#### Task requirements
Scan the lines below for "canvas" and copy the matches.

#### Source data
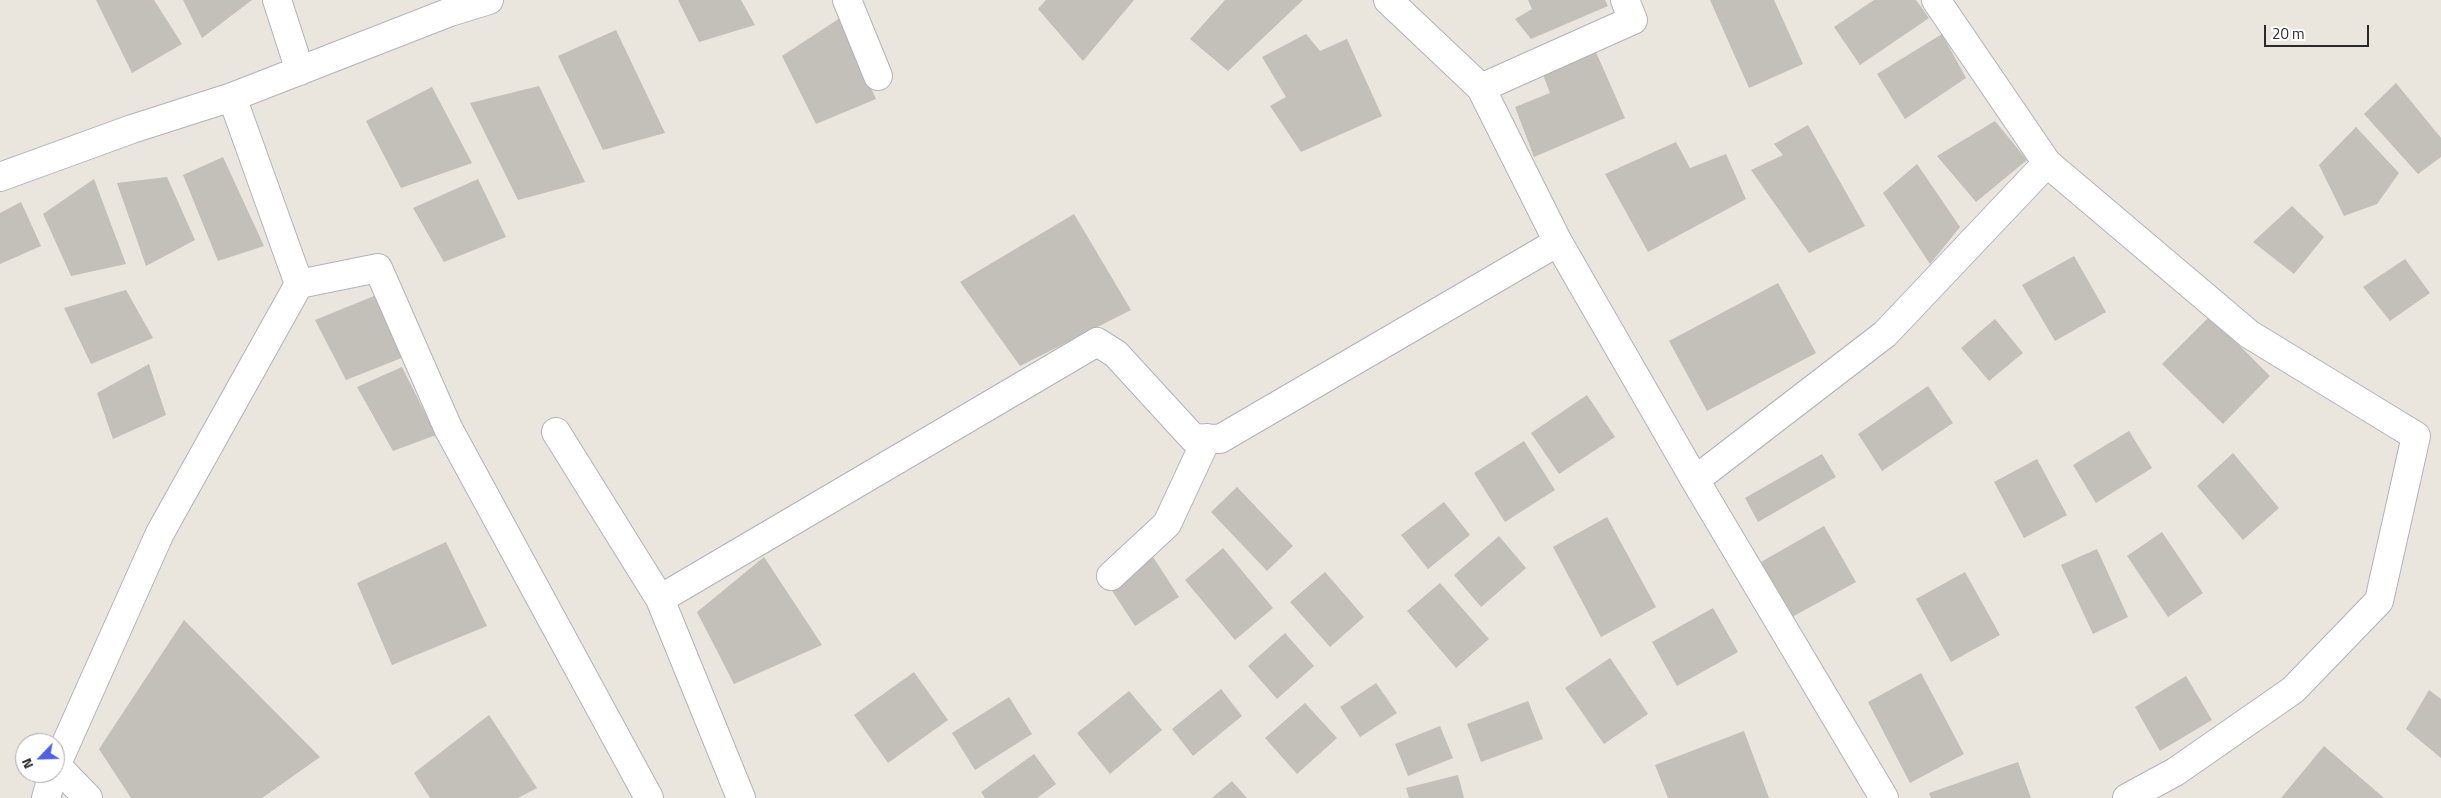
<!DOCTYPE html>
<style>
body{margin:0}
#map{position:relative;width:2441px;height:798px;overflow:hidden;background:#eae5dd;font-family:"Titillium Web",sans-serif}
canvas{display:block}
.north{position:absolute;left:15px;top:733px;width:50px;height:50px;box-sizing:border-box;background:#fff;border:1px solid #aaa;border-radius:50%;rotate:246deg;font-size:14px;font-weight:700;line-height:20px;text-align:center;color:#2a2a2a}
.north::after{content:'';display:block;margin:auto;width:18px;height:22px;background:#4e60e7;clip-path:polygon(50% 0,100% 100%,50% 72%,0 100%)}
.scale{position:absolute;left:2264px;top:25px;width:105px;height:22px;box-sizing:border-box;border:2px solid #2a2a2a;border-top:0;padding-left:6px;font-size:15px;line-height:18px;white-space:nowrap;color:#2a2a2a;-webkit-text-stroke:4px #fff;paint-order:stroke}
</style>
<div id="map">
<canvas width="2441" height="798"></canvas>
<div class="north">N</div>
<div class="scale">20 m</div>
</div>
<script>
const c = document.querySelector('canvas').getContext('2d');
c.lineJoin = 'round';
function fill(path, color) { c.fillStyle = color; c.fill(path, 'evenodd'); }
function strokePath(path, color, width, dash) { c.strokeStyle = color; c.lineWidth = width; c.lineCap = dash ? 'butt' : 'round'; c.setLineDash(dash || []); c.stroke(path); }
fill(new Path2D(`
 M 96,0 L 154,0 L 182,44 L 132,73 Z
 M 183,0 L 252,0 L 202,38 Z
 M 678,0 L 741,0 L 755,25 L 699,42 Z
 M 1046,0 L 1134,0 L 1083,61 L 1038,9 Z
 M 1225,0 L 1303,0 L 1228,71 L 1190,39 Z
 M 1528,0 L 1605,0 L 1608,6 L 1531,39 L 1515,19 L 1532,9 Z
 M 1710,0 L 1774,0 L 1803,64 L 1749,88 Z
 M 1874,0 L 1916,0 L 1929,18 L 1860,65 L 1834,27 Z
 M 840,18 L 876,99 L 816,124 L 782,56 Z
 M 616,30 L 665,133 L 603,150 L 558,56 Z
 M 1306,34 L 1320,51 L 1347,39 L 1382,116 L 1301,152 L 1270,106 L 1286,97 L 1262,57 Z
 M 1942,34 L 1966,78 L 1905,119 L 1877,74 Z
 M 1595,50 L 1625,118 L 1534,157 L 1515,107 L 1550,93 L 1543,75 Z
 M 2396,83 L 2441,138 L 2441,157 L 2418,174 L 2364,114 Z
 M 539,86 L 585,182 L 518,200 L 470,103 Z
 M 432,87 L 472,163 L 401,188 L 366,121 Z
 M 1995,121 L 2027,160 L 1976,202 L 1937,156 Z
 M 1808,125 L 1865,226 L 1809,253 L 1751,170 L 1783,155 L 1774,144 Z
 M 2356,127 L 2399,173 L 2377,204 L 2344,216 L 2319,165 Z
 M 1676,142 L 1690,168 L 1726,154 L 1746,199 L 1648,252 L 1605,174 Z
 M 223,157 L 264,246 L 218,261 L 183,175 Z
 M 1917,164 L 1960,227 L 1930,264 L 1883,193 Z
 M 167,177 L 195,240 L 146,266 L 117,183 Z
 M 94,179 L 126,264 L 71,276 L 43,214 Z
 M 478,179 L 506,237 L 444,262 L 413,208 Z
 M 21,202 L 41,246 L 0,264 L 0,213 Z
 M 2292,206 L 2324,237 L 2294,274 L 2253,242 Z
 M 1074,214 L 1131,310 L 1020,366 L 960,282 Z
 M 2074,256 L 2106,312 L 2055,341 L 2022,285 Z
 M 2405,259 L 2430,293 L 2390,321 L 2363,287 Z
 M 1778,283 L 1816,353 L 1707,411 L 1669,341 Z
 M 126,290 L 153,338 L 91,364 L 64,308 Z
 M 374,296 L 404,357 L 346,380 L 315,320 Z
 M 2210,316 L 2270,376 L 2223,424 L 2162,364 Z
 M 1995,319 L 2023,353 L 1989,381 L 1961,348 Z
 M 149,364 L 166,415 L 113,439 L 97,393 Z
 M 402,367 L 436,435 L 393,451 L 357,387 Z
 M 1928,386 L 1953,423 L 1882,471 L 1858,434 Z
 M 1587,395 L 1615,437 L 1559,474 L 1531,433 Z
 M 2129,431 L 2152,468 L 2096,503 L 2073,465 Z
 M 1524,441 L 1555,490 L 1505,522 L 1474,473 Z
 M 2233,453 L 2279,508 L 2243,540 L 2197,486 Z
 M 1822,454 L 1836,477 L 1758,522 L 1745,498 Z
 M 2037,459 L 2067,515 L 2024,538 L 1994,482 Z
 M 1237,487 L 1293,546 L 1267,571 L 1211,512 Z
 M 1444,502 L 1470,535 L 1428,569 L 1401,535 Z
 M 1607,517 L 1656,607 L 1601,637 L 1553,547 Z
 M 1824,526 L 1856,582 L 1792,617 L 1761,562 Z
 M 2162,532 L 2203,593 L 2168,617 L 2127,556 Z
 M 1499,536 L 1526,568 L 1481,607 L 1454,575 Z
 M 446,542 L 487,626 L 392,665 L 357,583 Z
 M 1223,548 L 1273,608 L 1235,640 L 1185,580 Z
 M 2097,549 L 2128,617 L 2093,634 L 2061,565 Z
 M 764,557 L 822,645 L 734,684 L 697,612 Z
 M 1153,557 L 1179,597 L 1135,626 L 1109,586 Z
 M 1325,572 L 1364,617 L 1330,647 L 1290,602 Z
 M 1965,572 L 2000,635 L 1951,662 L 1916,599 Z
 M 1440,583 L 1489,639 L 1456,668 L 1407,611 Z
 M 1713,608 L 1738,652 L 1677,686 L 1652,642 Z
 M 184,620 L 320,757 L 262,798 L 131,798 L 99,749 Z
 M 1285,633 L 1314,666 L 1277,699 L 1248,666 Z
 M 1610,658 L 1648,714 L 1604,744 L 1565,688 Z
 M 914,672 L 948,720 L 888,763 L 854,715 Z
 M 1921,673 L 1964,754 L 1910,783 L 1868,702 Z
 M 2186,676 L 2212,720 L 2160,751 L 2135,707 Z
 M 1376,683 L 1397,713 L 1360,737 L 1340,707 Z
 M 1221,689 L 1242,716 L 1193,756 L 1172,729 Z
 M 2429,690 L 2441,699 L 2441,758 L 2406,729 Z
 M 1129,691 L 1162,730 L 1110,774 L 1077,733 Z
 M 1009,697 L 1032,734 L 975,770 L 952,733 Z
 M 1528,701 L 1543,739 L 1481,762 L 1467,724 Z
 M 1305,703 L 1337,738 L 1297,774 L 1265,738 Z
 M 489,715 L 537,788 L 518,798 L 430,798 L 414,773 Z
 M 1440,726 L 1453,758 L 1408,776 L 1395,744 Z
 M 1744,731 L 1769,798 L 1668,798 L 1655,765 Z
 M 2324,746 L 2384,798 L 2281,798 Z
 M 1034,754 L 1056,784 L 1037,798 L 985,798 L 981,792 Z
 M 2018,762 L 2031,798 L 1931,798 L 1929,793 Z
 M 1458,775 L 1464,798 L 1409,798 L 1406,788 Z
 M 1232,781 L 1247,798 L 1212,798 Z`), '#c3bfb9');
const street = new Path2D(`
 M 277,0 L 300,71
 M 847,0 L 878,76
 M 1388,0 L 1481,88
 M 1625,0 L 1633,20 L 1481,88 L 1558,242 L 1695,480 L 1884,798
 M 1936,0 L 2047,163 L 2249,334 L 2416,436 L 2379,601 L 2293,690 L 2175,772 L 2127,798
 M 0,177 L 132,129 L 232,97 L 450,12 L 489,0
 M 299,284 L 378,268 L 448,428 L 649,798
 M 556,432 L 660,599 L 741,798
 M 1695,480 L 1885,334 L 2047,163
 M 1111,576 L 1167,524 L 1207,438
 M 660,599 L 1097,342 L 1116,354 L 1193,438 L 1220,439 L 1558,242
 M 56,765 L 88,798
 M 55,768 L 160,533 L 299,284 L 232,97
 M 46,798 L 53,773`);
strokePath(street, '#b1b2bc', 30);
strokePath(street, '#fff', 28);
</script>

#### Your response
canvas{display:block}
<canvas width="2441" height="798"></canvas>
const c = document.querySelector('canvas').getContext('2d');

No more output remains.